Northwestern Events Calendar

Apr
27
2015

“Metal-Ceramic Interfaces: Ordering in Liquid Adjacent to Crystalline Solid and Shape Equilibration of Metal Nanoparticles in Ceramic Matrix”

When: Monday, April 27, 2015
2:00 PM - 3:00 PM CT

Where: Cook Hall, Room 2058 (MSE Conference Room) , 2220 Campus Drive, Evanston, IL 60208 map it

Audience: Faculty/Staff - Student - Post Docs/Docs - Graduate Students

Contact: Raymond Givens Bailey   (847) 467-3144

Group: NUANCE Center

Category: Lectures & Meetings

Description:

Dr. Maria Gandman
Department of Materials Science and Engineering
University of California, Berkeley

Abstract
Metal-ceramic systems are important in fundamental science as well as in various technological applications. The metal-ceramic interfaces play crucial role in thermal and mechanical stability of those systems and often affect the properties of metal-ceramic systems desired for engineering applications. In this talk, investigations of solid-liquid and solid-solid metal-ceramic interfaces will be presented.
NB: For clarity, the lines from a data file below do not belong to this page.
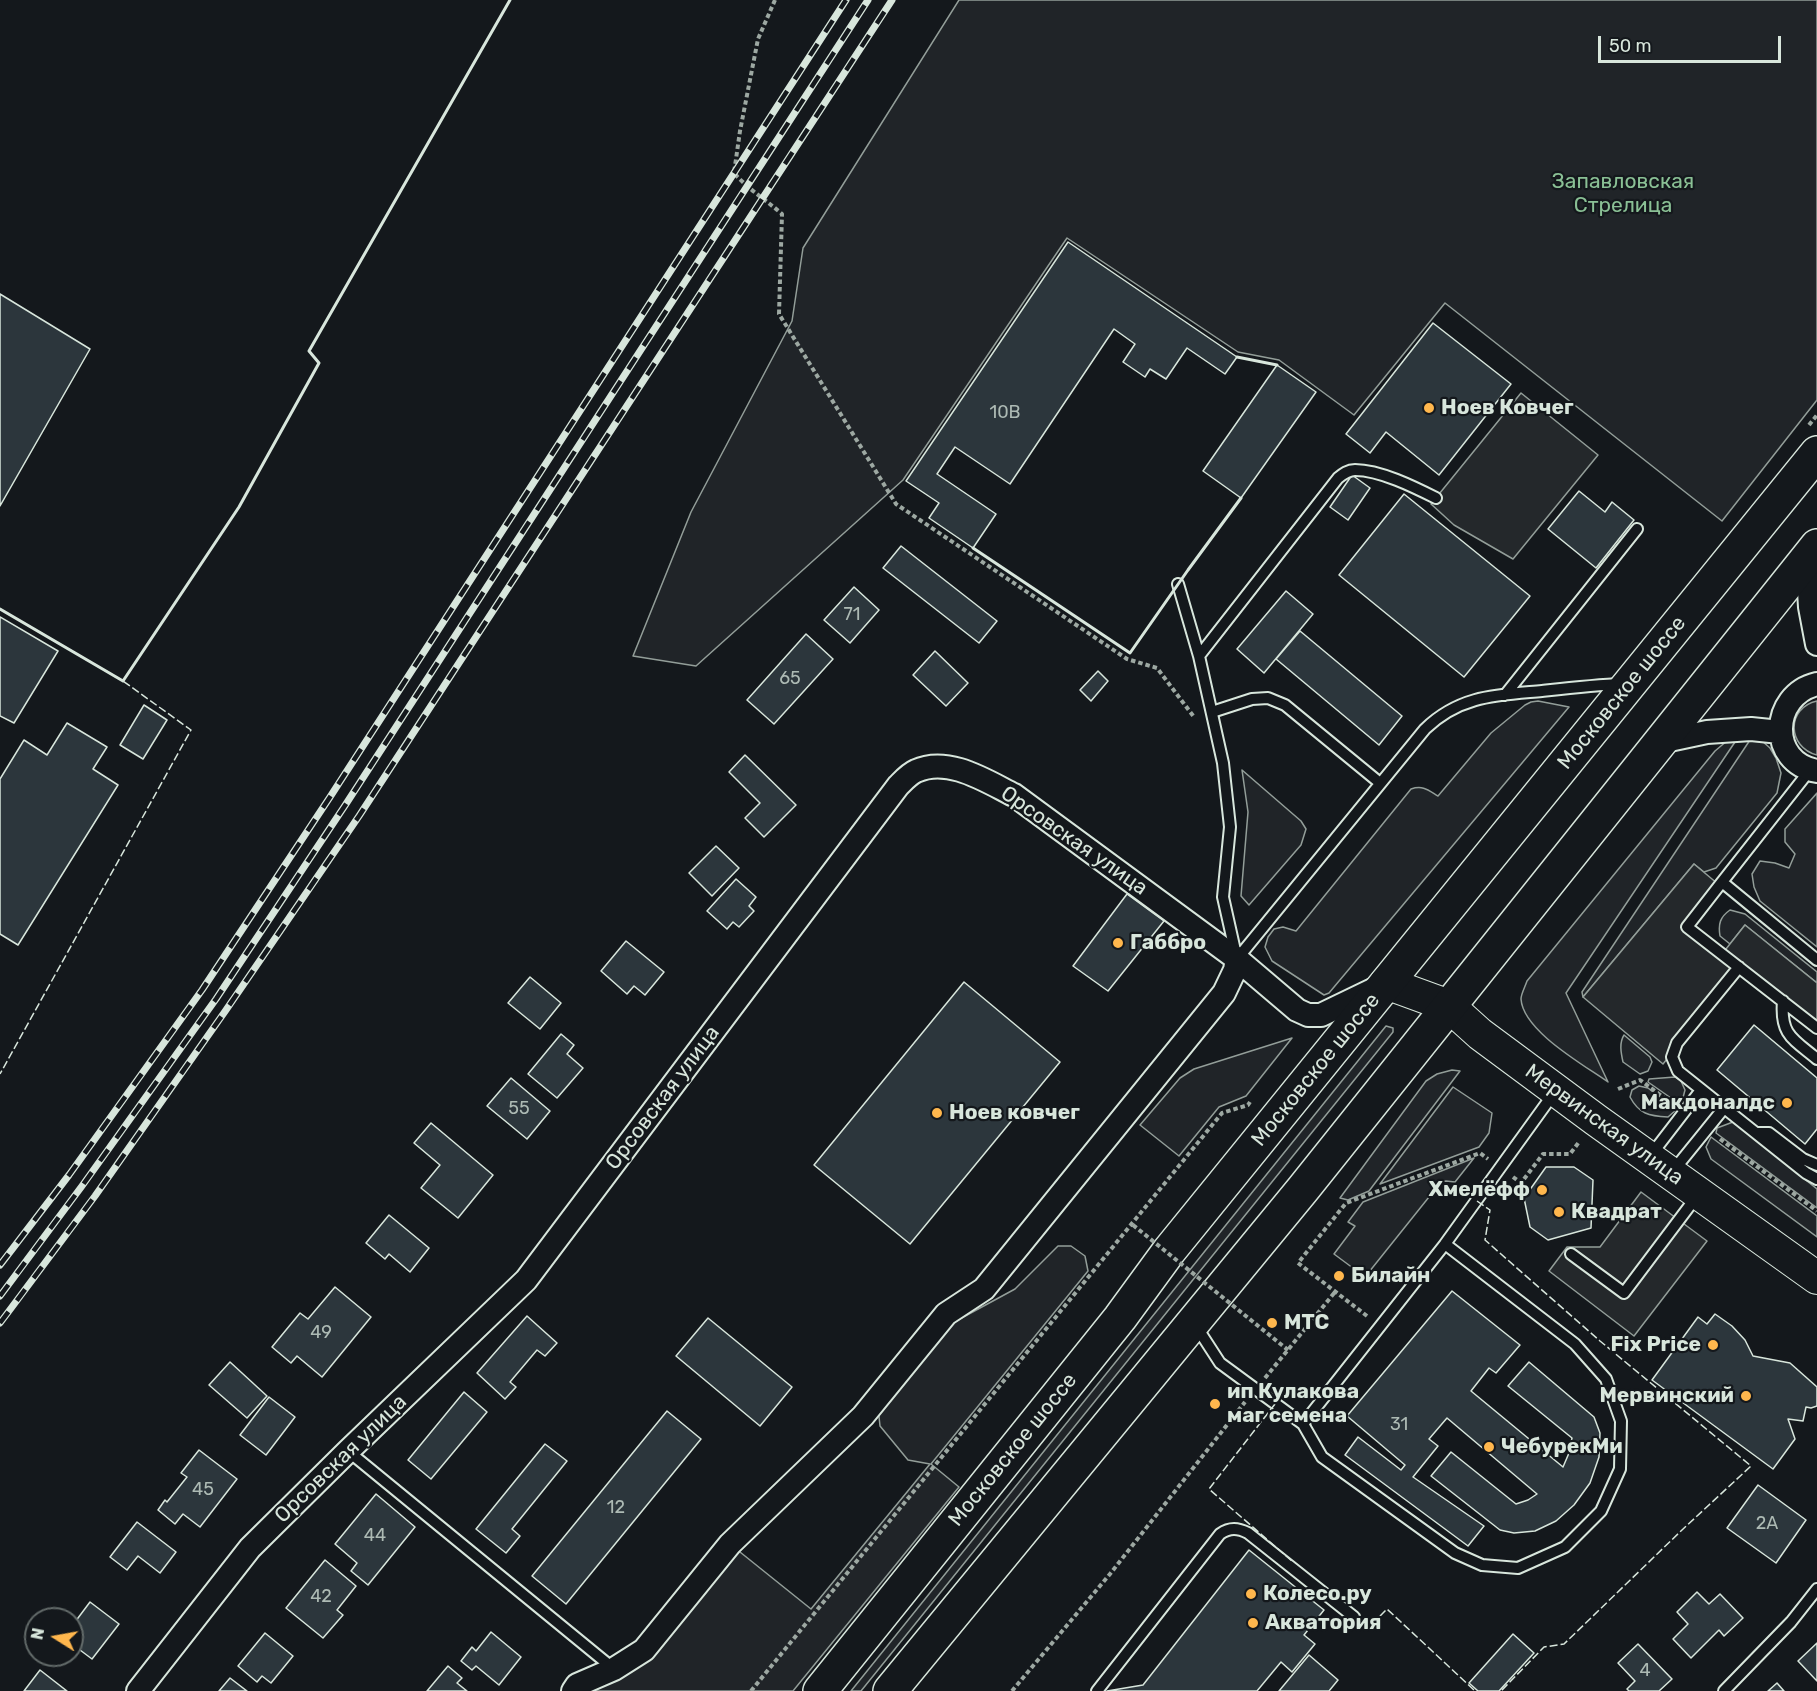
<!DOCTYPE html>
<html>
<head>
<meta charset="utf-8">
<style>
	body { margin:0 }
	#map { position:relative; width:1817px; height:1691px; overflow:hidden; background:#14181c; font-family:Rubik,sans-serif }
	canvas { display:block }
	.north { position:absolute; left:24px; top:1607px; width:60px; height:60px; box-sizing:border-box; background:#14181c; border:2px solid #626a69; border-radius:50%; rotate:281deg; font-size:16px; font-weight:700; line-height:24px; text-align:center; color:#d8e6dc }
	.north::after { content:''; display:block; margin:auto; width:21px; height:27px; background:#ffb74d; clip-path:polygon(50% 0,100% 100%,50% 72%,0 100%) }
	.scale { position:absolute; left:1598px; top:36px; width:183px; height:27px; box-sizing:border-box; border:3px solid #d8e6dc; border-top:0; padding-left:8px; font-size:18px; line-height:21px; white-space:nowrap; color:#d8e6dc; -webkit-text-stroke:4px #14181c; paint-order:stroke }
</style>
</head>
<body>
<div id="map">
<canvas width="1817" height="1691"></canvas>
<div class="north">N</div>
<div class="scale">50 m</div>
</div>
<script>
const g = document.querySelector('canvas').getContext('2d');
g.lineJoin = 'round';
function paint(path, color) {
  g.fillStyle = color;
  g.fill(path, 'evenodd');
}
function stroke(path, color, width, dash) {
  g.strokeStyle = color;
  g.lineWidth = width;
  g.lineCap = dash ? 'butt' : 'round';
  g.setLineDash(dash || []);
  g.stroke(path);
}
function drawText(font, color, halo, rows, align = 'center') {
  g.font = font + ' Rubik,sans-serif';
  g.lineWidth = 4.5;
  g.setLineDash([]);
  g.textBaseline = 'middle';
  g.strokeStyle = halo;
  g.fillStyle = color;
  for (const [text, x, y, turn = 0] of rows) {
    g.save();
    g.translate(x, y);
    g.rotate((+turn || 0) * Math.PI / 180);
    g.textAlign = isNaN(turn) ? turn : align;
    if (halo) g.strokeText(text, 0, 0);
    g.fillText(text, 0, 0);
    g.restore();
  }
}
const green = new Path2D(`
	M959 0H1817V400L1722 521 1445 303 1354 415 1279 360 1238 352 1067 238 903 480 696 666 633 656 691 512 792 321 803 248Z
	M1538 701 1569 707 1329 993 1324 995 1272 961 1265 947 1268 937 1274 929 1283 927 1296 931 1411 789C1423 785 1428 790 1438 796L1491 733 1525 705 1531 702Z
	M1817 701V755C1787 747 1786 708 1817 701Z
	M1737 739 1566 993 1608 1082C1584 1065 1523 1031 1521 999 1521 994 1525 987 1527 981L1715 751 1728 740Z
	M1750 740H1761L1770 748 1776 758 1781 773 1777 793 1716 868 1704 872 1694 864 1583 997 1582 992Z
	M1242 770 1301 821 1306 829 1301 845 1249 905 1241 896 1248 812Z
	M1817 793V947L1760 901 1754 887 1752 874 1760 861 1775 863 1789 868 1795 854 1785 842V829Z
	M1730 910 1745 914 1817 972V983L1745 925 1730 944 1720 936C1718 924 1720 917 1730 910Z
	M1386 1026 1393 1028V1032L861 1691H851Z
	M1624 1035 1650 1057 1652 1062 1648 1071 1640 1074 1623 1062C1621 1053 1619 1043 1624 1035Z
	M1292 1038 1246 1096 1219 1107 1179 1156 1140 1125 1180 1078 1194 1069Z
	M1452 1070 1460 1071 1369 1191 1348 1200 1340 1198 1426 1081 1437 1074Z
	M1675 1077 1681 1081 1685 1090 1681 1105 1648 1082 1649 1079Z
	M1639 1086 1648 1088 1676 1110 1668 1117C1649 1116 1639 1114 1630 1097L1632 1090Z
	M1453 1087 1492 1113 1489 1133 1479 1147 1380 1184Z
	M1733 1122 1817 1189V1208L1716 1133 1717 1128Z
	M1711 1137 1817 1216V1237L1711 1159 1706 1147Z
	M1474 1158 1455 1182 1446 1181 1441 1182 1365 1277 1334 1254 1355 1226 1348 1222 1363 1202Z
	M1058 1246H1071L1085 1256 1088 1271 931 1464 959 1487 793 1691H573L614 1669 730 1544 811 1609 930 1464 908 1460 880 1426 878 1407 945 1327 1015 1289Z`);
paint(green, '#202428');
stroke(green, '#939e99', 1.5);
const parking = new Path2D(`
	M1521 393 1598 455 1513 559 1454 525 1431 504Z
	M1694 864 1718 884 1687 927 1722 954 1745 925 1817 983V1028L1739 968 1663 1064 1583 997Z
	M1641 1192 1707 1241 1634 1336 1549 1271 1567 1247H1600Z`);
paint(parking, '#24282b');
stroke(parking, '#939e99', 1.5);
const building = new Path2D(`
	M1068 242 1237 357 1225 374 1187 348 1166 379 1150 369 1145 377 1123 362 1135 344 1114 329 1010 484 955 447 937 474 996 514 973 548 929 518 939 503 906 481Z
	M0 294 90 349 0 506Z
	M1433 323 1511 384 1439 475 1386 432 1370 453 1346 434Z
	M1277 365 1316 392 1241 498 1203 471Z
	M1352 475 1370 488 1348 520 1330 507Z
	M1579 491 1605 512 1612 502 1634 520 1596 568 1548 529Z
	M1404 494 1530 596 1464 677 1339 575Z
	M901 546 997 621 979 643 883 568Z
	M854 587 879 610 850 643 824 620Z
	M1286 591 1313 614 1264 673 1237 649Z
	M0 617 58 651 14 723 0 716Z
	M1300 631 1402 716 1379 745 1276 659Z
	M806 634 833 659 774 724 747 700Z
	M935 651 968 683 946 706 913 675Z
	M1098 671 1108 681 1091 701 1080 690Z
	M144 705 167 720 143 759 120 745Z
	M67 723 107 747 93 769 118 785 18 945 0 934V779L24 740 47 755Z
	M745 755 796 805 764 837 745 818 760 803 729 772Z
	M716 846 739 868 712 896 689 873Z
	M736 879 756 897 749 906 754 911 739 927 733 922 727 929 707 911Z
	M1127 894 1164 921 1108 991 1073 966Z
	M626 941 664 972 645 995 634 986 627 994 601 971Z
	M530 977 561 1003 540 1029 508 1003Z
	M964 982 1060 1062 910 1244 814 1165Z
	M1754 1025 1817 1078V1129L1805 1144 1717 1070Z
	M561 1034 574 1045 567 1054 583 1068 557 1098 528 1074Z
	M511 1078 550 1111 527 1139 487 1106Z
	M431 1123 493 1175 458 1218 421 1188 440 1165 414 1143Z
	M1546 1167H1574L1593 1180 1591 1228 1548 1240 1530 1227 1524 1198Z
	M389 1215 429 1248 410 1272 389 1254 385 1259 366 1243Z
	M335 1287 371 1317 322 1377 297 1356 291 1363 272 1347 300 1313 308 1319Z
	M1452 1291 1520 1345 1496 1373 1489 1368 1471 1391 1563 1467 1569 1453 1572 1438 1508 1386 1529 1362 1594 1417 1600 1433 1599 1457 1590 1483 1574 1505 1556 1521 1535 1531 1514 1533 1500 1530 1431 1476 1451 1452 1516 1504 1528 1500 1537 1494 1447 1418 1429 1439 1438 1446 1413 1477 1484 1526 1468 1546 1345 1455 1358 1437 1401 1470 1405 1465 1347 1416Z
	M1715 1314 1732 1326 1745 1340 1753 1356 1790 1363 1817 1387V1406L1811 1408 1806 1407 1803 1421 1788 1419 1795 1439 1773 1469 1652 1380 1698 1317 1707 1324Z
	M527 1316 557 1343 545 1356 537 1350 510 1382 516 1387 505 1399 477 1373Z
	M708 1318 792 1387 760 1426 676 1356Z
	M230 1362 267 1396 247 1418 209 1385Z
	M464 1392 487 1412 431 1479 408 1460Z
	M269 1397 295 1417 266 1455 240 1435Z
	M667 1411 701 1439 566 1604 532 1576Z
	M545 1444 567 1461 512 1529 520 1536 506 1553 476 1529Z
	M199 1450 237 1479 200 1527 183 1514 175 1524 158 1510 165 1500 167 1502 187 1477 181 1473Z
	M1758 1485 1806 1520 1776 1563 1727 1528Z
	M376 1494 415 1527 368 1585 351 1571 357 1563 335 1544Z
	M137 1522 176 1552 160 1573 138 1556 127 1570 110 1557Z
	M1249 1550 1324 1610 1304 1635 1315 1644 1292 1672 1281 1662 1257 1691H1107L1143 1685Z
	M325 1560 356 1586 337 1610 343 1615 323 1638 286 1608Z
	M1697 1592 1709 1604 1720 1594 1743 1618 1724 1636 1719 1630 1691 1658 1673 1639 1688 1624 1677 1612Z
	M90 1602 119 1624 92 1659 72 1644V1626Z
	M491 1632 521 1657 499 1685 476 1666 472 1670 461 1661 472 1647 476 1651Z
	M265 1633 293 1656 271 1683 262 1676 257 1682 238 1666Z
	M1513 1634 1534 1653 1499 1691H1478L1469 1683Z
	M1817 1643V1681L1798 1661Z
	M1638 1644 1672 1679 1659 1691H1629L1627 1689 1635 1681 1618 1663Z
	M1309 1655 1338 1680 1329 1691H1279Z
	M448 1666 462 1678 457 1683 467 1691H427Z
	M40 1670 67 1691H24Z
	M230 1678 247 1691H219Z
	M1777 1683 1784 1691H1768Z`);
paint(building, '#2c363c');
stroke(building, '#d8e6dc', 1.5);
const lane = new Path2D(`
	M1178 584 1199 656 1223 763 1230 827 1223 897 1236 955
	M1199 656 1338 478C1343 474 1348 470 1355 470 1380 470 1414 487 1436 498
	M1505 695 1637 529
	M1212 712 1252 699 1268 698 1285 705 1380 783
	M1810 770 1722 882 1817 960
	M1722 882 1687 927 1817 1028
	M1237 959 1425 729C1460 695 1498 695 1542 691 1569 688 1595 685 1622 684
	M1739 967 1677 1043 1672 1057 1678 1071 1806 1173 1817 1179
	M1783 1001C1780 1035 1793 1039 1817 1059
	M1756 1133H1769L1803 1159 1817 1165
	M1651 1155 1701 1090
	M1673 1171 1724 1108
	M1571 1254 1624 1293 1697 1196
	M1196 1326 1220 1363 1303 1424 1322 1457 1455 1553 1482 1565 1518 1568 1565 1547 1601 1511 1620 1469 1621 1421 1606 1379 1575 1344 1445 1244
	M1303 1424 1445 1244 1554 1093
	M348 1451 614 1669
	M1097 1691 1220 1534C1230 1527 1238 1528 1248 1533L1354 1617
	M1724 1691 1791 1622 1817 1589`);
const street = new Path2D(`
	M1807 559 1810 607 1817 644
	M1817 684C1770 695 1768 763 1817 771
	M1660 742 1707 732 1751 729 1780 732
	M138 1691 250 1548 348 1451 526 1280 898 786C903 781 909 774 916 771 948 756 986 781 1014 795L1237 959 1297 1010 1308 1015H1321L1377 988
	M573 1691 577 1685 614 1669 644 1650 730 1544 863 1416 946 1314 984 1289 1224 993 1235 970 1237 959`);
const secondary = new Path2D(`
	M1386 983 1449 1006 1480 1034 1596 1120 1817 1278`);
const primary = new Path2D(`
	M820 1691 1120 1318 1169 1251 1817 453
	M890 1691 1303 1189 1817 546`);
stroke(lane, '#d8e6dc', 14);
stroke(street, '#d8e6dc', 26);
stroke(secondary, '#d8e6dc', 34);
stroke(primary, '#d8e6dc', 36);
stroke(new Path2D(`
	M775 0 758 39 740 131 734 173C748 189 766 200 782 214L779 314 896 504 1127 659 1157 668 1194 717
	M1809 425 1817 415
	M1618 1089 1640 1080 1671 1103
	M1720 1139 1817 1211
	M1513 1177 1521 1183 1543 1154H1570L1579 1142
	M1367 1316 1298 1263 1346 1203 1480 1153 1488 1159
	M1265 1378 1335 1292
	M751 1691 1222 1113 1248 1105 1250 1102
	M1012 1691 1110 1574 1245 1402`), '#9da8a2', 4, [4.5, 3]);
stroke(lane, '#14181c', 10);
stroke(street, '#14181c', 22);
stroke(secondary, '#14181c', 32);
stroke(primary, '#14181c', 33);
const rail = new Path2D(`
	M0 1265 69 1175 202 990 330 797 846 0
	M0 1296 82 1186 216 999 344 807 868 0
	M0 1323 95 1196 226 1010 359 816 892 0`);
stroke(rail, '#d8e6dc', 7);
stroke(rail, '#14181c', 4.5, [14]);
stroke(new Path2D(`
	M1133 1225 1288 1350`), '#9da8a2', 4, [4.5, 3]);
stroke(new Path2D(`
	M0 609 123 681 191 730 0 1074
	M1477 1201 1490 1210 1485 1240 1600 1341 1751 1466 1682 1530 1564 1644 1544 1647 1501 1691
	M1275 1404 1209 1489 1293 1562
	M1356 1617 1368 1628 1387 1609 1475 1691`), '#d8e6dc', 1.5, [8, 3]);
stroke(new Path2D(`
	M1237 357 1277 365
	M973 548 1130 653 1188 570 1241 498
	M0 609 123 681 239 507 319 363 309 351 510 0`), '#d8e6dc', 3);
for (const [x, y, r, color] of [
	[1429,408,6,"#ffb74d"],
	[1118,943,6,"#ffb74d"],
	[1787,1103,6,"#ffb74d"],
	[937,1113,6,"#ffb74d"],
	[1542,1190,6,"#ffb74d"],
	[1559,1212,6,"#ffb74d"],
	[1339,1276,6,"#ffb74d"],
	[1272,1323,6,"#ffb74d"],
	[1713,1345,6,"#ffb74d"],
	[1746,1396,6,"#ffb74d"],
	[1215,1404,6,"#ffb74d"],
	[1489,1447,6,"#ffb74d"],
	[1251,1594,6,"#ffb74d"],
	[1253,1623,6,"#ffb74d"]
]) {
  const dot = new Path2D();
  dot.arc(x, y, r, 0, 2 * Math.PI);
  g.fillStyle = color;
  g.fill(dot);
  stroke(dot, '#14181c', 2);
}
drawText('18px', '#adbab4', null, [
	["10В",1005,413],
	["71",852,615],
	["65",790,679],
	["55",519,1109],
	["49",321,1333],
	["31",1399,1425],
	["45",203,1490],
	["12",616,1508],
	["2А",1767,1524],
	["44",375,1536],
	["42",321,1597],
	["4",1645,1671]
]);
drawText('21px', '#8ac095', '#14181c', [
	["Запавловская",1623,182],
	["Стрелица",1623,206]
]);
drawText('bold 21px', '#d8e6dc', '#14181c', [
	["Ноев Ковчег",1441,408],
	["Габбро",1130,943],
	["Макдоналдс",1775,1103,"right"],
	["Ноев ковчег",949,1113],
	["Хмелёфф",1530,1190,"right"],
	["Квадрат",1571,1212],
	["Билайн",1351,1276],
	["МТС",1284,1323],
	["Fix Price",1701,1345,"right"],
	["ип Кулакова",1227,1392],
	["маг семена",1227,1416],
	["Мервинский",1734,1396,"right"],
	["ЧебурекМи",1501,1447],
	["Колесо.ру",1263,1594],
	["Акватория",1265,1623]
], 'left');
drawText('21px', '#d8e6dc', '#14181c', [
	["Московское шоссе",1622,693,-51],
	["Орсовская улица",1074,841,35],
	["Московское шоссе",1316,1070,-51],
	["Орсовская улица",663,1098,-53],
	["Мервинская улица",1604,1125,36],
	["Московское шоссе",1013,1450,-51],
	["Орсовская улица",341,1459,-44]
]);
</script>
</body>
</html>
In the first part of the talk, ordering in liquid Al adjacent to various terminating planes of crystalline α-alumina will be presented. Experiments were conducted using two techniques: in-situ aberration-corrected high resolution transmission electron microscopy (HRTEM) and in-situ electron energy loss spectroscopy (EELS). Heating experiments were conducted using a monochromated and spherical aberration (Cs) corrected FEI Titan 80-300 S/TEM. The use of Cs corrected HRTEM enabled direct and quantitative analysis of the ordering phenomenon at different terminating alumina facets. The energy of Al bulk plasmons was found to be sensitive to local ordering of the liquid at the interface with alumina, which provided a second independent method for the quantification of structural ordering by in situ EELS. Comparison of the data obtained from in situ EELS with the results from Cs-corrected HRTEM provided information regarding preferential oxygen segregation to the ordered liquid at different alumina facets [1,2].

In the second part of the talk, a model system of Pt-implanted polycrystalline alumina used for investigating the equilibration kinetics of metal inclusions in a ceramic matrix will be presented. The system was annealed at 1565°C promoting grain-growth of the polycrystalline alumina. Upon annealing in air, the implanted Pt+ ions coalesced into metal inclusions, and were consequently swept by growing α-alumina. This sequence of events enabled the investigation of Pt shape-equilibration kinetics. The Pt particles occluded in the α-alumina grains found in different stages of re-equilibration with the new alumina orientations were investigated by HRTEM and HRSTEM. The mobility of Pt particles was found to differ as a function of the moving alumina grain-boundary plane. Large amounts of differently oriented alumina grains that grow during annealing enable the investigation of metastable equilibrium states of Pt particles, which are forced to re-orient in accordance with newly imposed, host alumina grains. Those metastable states provide valuable information regarding relative energies of Pt-alumina interfaces not usually present under global equilibrium conditions. Study of metal-ceramic interfaces not present in the equilibrium (Wulff) shape enables the determination of the necessary conditions (in terms of the ceramic grain orientations) for stabilization of metastable metal-ceramic orientation relationships [3].

References
1. M. Gandman, Y. Kauffmann, C. T. Koch, and W. D. Kaplan, Physical Review Letters 110, 086106 (2013).
2. M. Gandman, Y. Kauffmann, and W. D. Kaplan, Applied Physics Letters 106, 051603 (2015).
3. M. Gandman, M. Ridgway, R. Gronsky, and A. M. Glaeser, Acta Materialia 83, 169 (2015).